John Lennon, Yoko Ono and the Opening of the Rock and Roll Hall of Fame and Museum

Tuesday, September 3: 2:41 p.m.
Posted by Rock Hall
The 1964 Gibson J 160E played by John Lennon, on view in the Museum's Beatles exhibit

After a groundbreaking in June 1993 and the realizaition of architect IM Pei's stunning vision, the Rock and Roll Hall of Fame and Museum opened to the public on the shores of Lake Erie in September 1995. The day culminated with a benefit concert at Cleveland Municipal Stadium, where an incredible roster of rock and roll legends took the stage: Chuck Berry, Bob Dylan, Al Green, Jerry Lee Lewis, Aretha Franklin, Johnny Cash, the Pretenders, John Fogerty, Lou Reed, Iggy Pop, George Clinton, the Kinks, John Mellencamp, Bruce Springsteen, Booker T and the MGs, Eric Burdon and Martha Reeves. It was just the start.

One of the first pieces of rock and roll history ever loaned to the Museum came from Yoko Ono: the 1964 Gibson J 160E played by John Lennon and used extensively throughout his career. The unique acoustic guitar was part of a collection Ono presented to the Museum on October 13, 1994 and also included handwritten lyrics, a pair of Lennon's eye glasses, Lennon's guitar from the 1965 Beatles concert at Shea Stadium and more.

The Gibson acoustic guitar, however, remains "one of the most precious artifacts that we have in the Rock and Roll Hall of Fame and Museum's collection," according to Museum curatorial director Howard Kramer.

Lennon originally acquired the guitar in 1964 to replace an identical one that was stolen. He used it extensively throughout his career, and it was prominently featured in the film Help! 

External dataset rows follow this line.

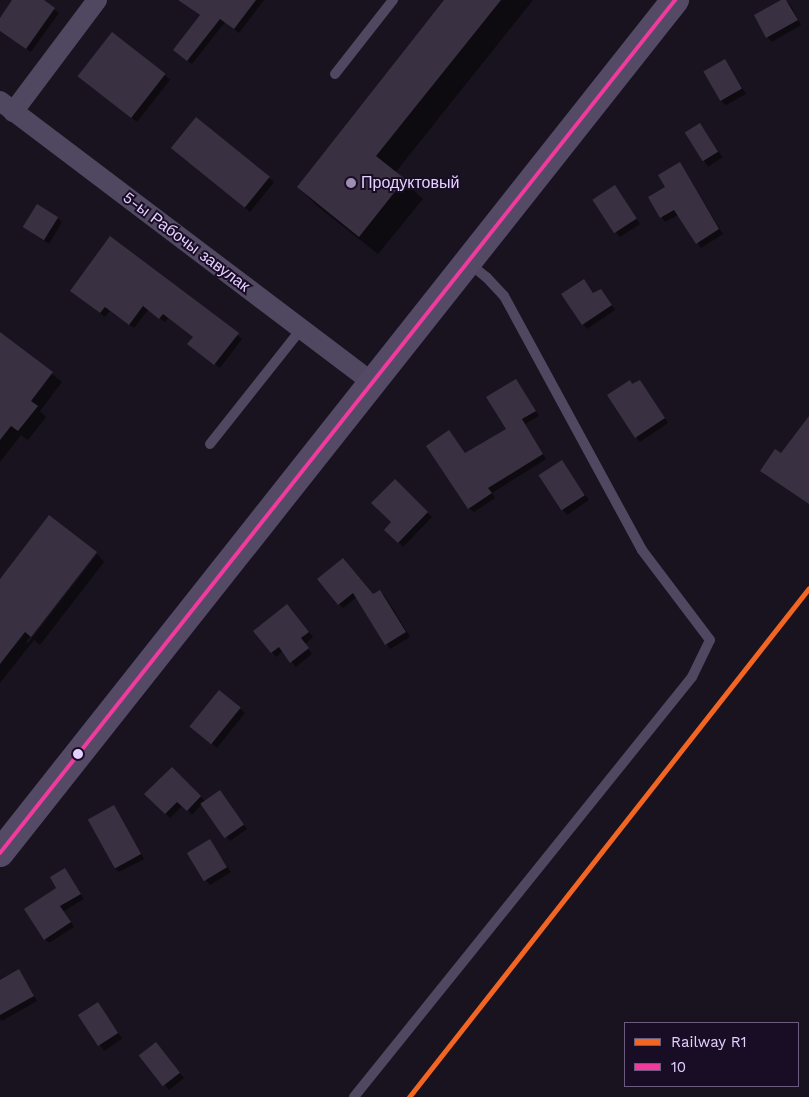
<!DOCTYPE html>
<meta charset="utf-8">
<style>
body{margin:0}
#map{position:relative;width:809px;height:1097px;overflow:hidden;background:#19131f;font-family:"Work Sans",sans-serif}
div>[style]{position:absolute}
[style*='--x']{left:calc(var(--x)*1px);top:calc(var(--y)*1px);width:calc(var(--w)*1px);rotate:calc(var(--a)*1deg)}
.shadow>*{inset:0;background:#0007;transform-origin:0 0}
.building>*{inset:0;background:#393042;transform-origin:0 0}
.lane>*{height:10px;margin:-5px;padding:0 5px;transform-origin:5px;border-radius:5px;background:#504760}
.street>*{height:20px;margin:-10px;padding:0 10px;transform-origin:10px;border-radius:10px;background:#504760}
.secondary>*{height:28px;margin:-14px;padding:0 14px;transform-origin:14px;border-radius:14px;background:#544a66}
.bus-1>*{height:4px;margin:-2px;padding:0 2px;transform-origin:2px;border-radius:2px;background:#f13a9d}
.rail-1>*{height:5px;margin:-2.5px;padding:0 2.5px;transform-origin:2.5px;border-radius:2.5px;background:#f26522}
.dots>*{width:14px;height:14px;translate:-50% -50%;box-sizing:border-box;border:2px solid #190d25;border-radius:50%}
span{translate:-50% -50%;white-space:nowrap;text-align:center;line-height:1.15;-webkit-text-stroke:4px #190d25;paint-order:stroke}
.poi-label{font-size:16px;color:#e5d1ff}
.left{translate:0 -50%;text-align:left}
.street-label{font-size:16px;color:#e5d1ff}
.legend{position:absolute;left:624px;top:1022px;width:175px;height:65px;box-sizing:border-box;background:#190d25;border:1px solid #6b5b7c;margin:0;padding:6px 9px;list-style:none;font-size:15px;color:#e5d1ff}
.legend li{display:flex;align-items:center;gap:10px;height:25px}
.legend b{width:25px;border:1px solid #6b5b7c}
</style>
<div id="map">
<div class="shadow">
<i style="clip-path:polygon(14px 0,41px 0,59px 13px,31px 52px,0 31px,0 20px)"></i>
<i style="clip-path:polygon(178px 0,264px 0,239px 33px,225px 22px,192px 64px,179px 54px,201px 16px)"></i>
<i style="clip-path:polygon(446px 0,533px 0,395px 173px,423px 199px,378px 254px,316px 205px,298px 187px)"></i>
<i style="clip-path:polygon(784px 0,790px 4px,801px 25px,772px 42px,767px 37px)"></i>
<i style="left:112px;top:34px;width:74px;height:54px;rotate:38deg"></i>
<i style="clip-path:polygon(725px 60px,746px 94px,726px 105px,721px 101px)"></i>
<i style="left:700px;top:124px;width:40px;height:17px;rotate:56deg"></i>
<i style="clip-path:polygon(177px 152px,269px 178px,274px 182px,250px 212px)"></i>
<i style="clip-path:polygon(680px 164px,723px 234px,701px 248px,678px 215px,665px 222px,649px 198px,667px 188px)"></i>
<i style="clip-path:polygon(615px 187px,640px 224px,620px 237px,616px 232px)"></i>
<i style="clip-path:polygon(57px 218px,62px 222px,49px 244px,24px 227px)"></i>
<i style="clip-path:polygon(111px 237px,242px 339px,220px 368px,193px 348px,194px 337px,168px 318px,165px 322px,148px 310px,134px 328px,110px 311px,105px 317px,76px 295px)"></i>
<i style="clip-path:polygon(588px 285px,594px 294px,600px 290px,615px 310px,587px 329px,583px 324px)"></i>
<i style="clip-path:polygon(0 333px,62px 382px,40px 411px,46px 417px,28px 440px,21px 435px,0 462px)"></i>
<i style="clip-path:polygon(516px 380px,539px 416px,525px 424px,546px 459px,492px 493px,495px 498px,474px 512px,469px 508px,449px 432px,466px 454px,507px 429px)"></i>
<i style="clip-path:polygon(640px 381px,668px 423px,640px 442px,636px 437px)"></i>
<i style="clip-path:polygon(562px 462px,589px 500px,567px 515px,563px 510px)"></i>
<i style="clip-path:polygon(395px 481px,432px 517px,403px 547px,386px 530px,393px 522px)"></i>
<i style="clip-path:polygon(95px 553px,26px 642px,28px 643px,97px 554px,104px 562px,40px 645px,34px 640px,0 683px,0 580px)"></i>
<i style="clip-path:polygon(343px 559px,373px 596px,380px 591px,385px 596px,410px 637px,390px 649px,357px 597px,343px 608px,339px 604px)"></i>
<i style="clip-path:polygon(292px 610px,313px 637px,305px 644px,312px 654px,296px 667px,283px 651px,276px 657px,255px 631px)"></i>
<i style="clip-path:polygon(219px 691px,245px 713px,217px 748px,196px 730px)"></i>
<i style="clip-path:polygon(172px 768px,205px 801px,224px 796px,247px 829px,230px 841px,202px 804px,192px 815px,183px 805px,170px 818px,146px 794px)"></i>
<i style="clip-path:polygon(114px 806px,144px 859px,119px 872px,114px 868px)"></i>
<i style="clip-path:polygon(209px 841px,231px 872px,210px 885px,206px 880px)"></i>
<i style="clip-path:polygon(65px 869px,84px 899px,64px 911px,74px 927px,49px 943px,45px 939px)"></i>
<i style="clip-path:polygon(19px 971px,37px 1001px,2px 1021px,0 1019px,0 981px)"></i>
<i style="left:98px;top:1004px;width:42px;height:22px;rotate:55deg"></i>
<i style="clip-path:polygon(160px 1049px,184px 1078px,169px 1090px,165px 1085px)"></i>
</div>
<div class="building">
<i style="clip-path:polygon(12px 0,44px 0,55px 8px,26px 49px,0 31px,0 18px)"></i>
<i style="clip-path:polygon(178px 0,256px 0,234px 29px,220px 19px,187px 61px,173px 50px,200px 15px)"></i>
<i style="clip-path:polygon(444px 0,501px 0,376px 156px,405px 179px,359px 237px,297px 187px)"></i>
<i style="clip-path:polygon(781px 0,786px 0,798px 20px,766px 38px,754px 15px)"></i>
<i style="left:112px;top:32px;width:68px;height:56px;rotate:38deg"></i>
<i style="left:725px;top:59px;width:34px;height:25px;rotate:60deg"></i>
<i style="left:196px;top:117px;width:95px;height:40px;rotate:39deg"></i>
<i style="left:700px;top:123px;width:34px;height:18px;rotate:58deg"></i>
<i style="clip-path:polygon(680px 162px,719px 229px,696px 244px,674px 210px,660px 218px,648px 197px,665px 187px,658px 175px)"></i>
<i style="left:615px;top:185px;width:40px;height:27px;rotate:57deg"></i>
<i style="left:37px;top:204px;width:25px;height:27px;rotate:32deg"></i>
<i style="clip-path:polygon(110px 236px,239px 333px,214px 365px,187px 344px,193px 337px,163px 314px,159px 319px,143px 306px,129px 325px,105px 307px,100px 313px,70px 291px)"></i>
<i style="clip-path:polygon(584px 279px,593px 293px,601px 289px,612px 305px,582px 325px,561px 294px)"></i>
<i style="clip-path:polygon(0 332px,53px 372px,31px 401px,38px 406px,18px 431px,11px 426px,0 440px)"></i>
<i style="clip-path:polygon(516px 379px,536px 411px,522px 419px,543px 454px,488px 488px,492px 493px,468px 509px,426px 446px,449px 430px,465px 453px,506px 429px,486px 397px)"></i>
<i style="clip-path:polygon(630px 380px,632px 384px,640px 380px,665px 418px,635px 438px,607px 395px)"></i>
<i style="clip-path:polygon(809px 416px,809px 504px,760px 471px,775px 449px,781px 453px)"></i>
<i style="left:562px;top:460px;width:42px;height:28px;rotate:57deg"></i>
<i style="clip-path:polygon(395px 479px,428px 512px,398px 543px,384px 530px,391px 522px,371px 503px)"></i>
<i style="clip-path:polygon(49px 515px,97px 552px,31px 637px,25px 632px,0 664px,0 579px)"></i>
<i style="clip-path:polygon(343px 558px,373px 594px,380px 590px,406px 632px,385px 645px,353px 593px,338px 605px,317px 579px)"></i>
<i style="clip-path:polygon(287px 604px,309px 632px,301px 638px,309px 648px,290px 663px,279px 647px,271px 653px,253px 631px)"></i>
<i style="left:219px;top:690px;width:28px;height:47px;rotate:39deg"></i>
<i style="clip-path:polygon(172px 767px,201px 796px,187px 811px,177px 802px,165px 814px,144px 794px)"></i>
<i style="left:220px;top:790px;width:42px;height:24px;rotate:55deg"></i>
<i style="left:114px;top:805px;width:56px;height:30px;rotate:61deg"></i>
<i style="left:210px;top:839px;width:33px;height:27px;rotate:59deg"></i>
<i style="clip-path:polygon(65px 868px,81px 894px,60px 906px,71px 922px,44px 940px,24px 909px,56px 888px,50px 877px)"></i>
<i style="clip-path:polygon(19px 969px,34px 996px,0 1015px,0 980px)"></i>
<i style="left:98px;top:1002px;width:37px;height:24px;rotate:57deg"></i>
<i style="left:156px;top:1042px;width:39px;height:22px;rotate:52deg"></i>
</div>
<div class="lane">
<i style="--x:335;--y:74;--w:94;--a:-51.9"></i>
<i style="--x:210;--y:444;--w:147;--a:-51.6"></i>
<i style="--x:354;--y:1097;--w:539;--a:-51.17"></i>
<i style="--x:692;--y:677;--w:41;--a:-64.1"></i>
<i style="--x:710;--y:640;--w:113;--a:-127.1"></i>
<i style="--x:642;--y:550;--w:289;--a:-118.5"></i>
<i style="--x:504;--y:296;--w:26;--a:-133"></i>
<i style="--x:486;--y:277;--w:22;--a:-141"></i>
</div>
<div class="street">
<i style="--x:0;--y:101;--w:468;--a:37.1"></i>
<i style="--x:13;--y:112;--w:140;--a:-53.1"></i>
</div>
<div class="secondary">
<i style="--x:0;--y:853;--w:1088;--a:-51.64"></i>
</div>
<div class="bus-1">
<i style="--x:0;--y:853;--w:1088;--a:-51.64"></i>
</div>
<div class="rail-1">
<i style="--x:409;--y:1097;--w:647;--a:-51.84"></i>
</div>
<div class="dots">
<i style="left:351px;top:183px;background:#9e8eb1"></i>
<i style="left:78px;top:754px;background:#e5d1ff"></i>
</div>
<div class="poi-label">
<span class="left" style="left:361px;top:183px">Продуктовый</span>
</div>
<div class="street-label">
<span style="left:186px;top:242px;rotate:37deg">5-ы Рабочы завулак</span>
</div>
<ul class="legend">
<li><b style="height:6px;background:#f26522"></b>Railway R1</li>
<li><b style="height:6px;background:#f13a9d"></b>10</li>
</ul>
</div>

In 1967, the guitar was painted psychedelic blue and red by the Fool, the Dutch art cooperative that also painted Lennon’s Rolls-Royce and the original facade of the Beatles short-lived retail venture, the Apple Boutique

In 1968, Lennon had the guitar stripped to reveal the natural wood finish. Less than a year later, Lennon and Ono held two “bed-ins” for peace in March and May of 1969, which Lennon commemorated by drawing caricatures of Ono and himself on the guitar. It was during the second bed-in, held at the Queen Elizabeth Hotel in Montreal, that the single “Give Peace a Chance” was recorded, using this guitar.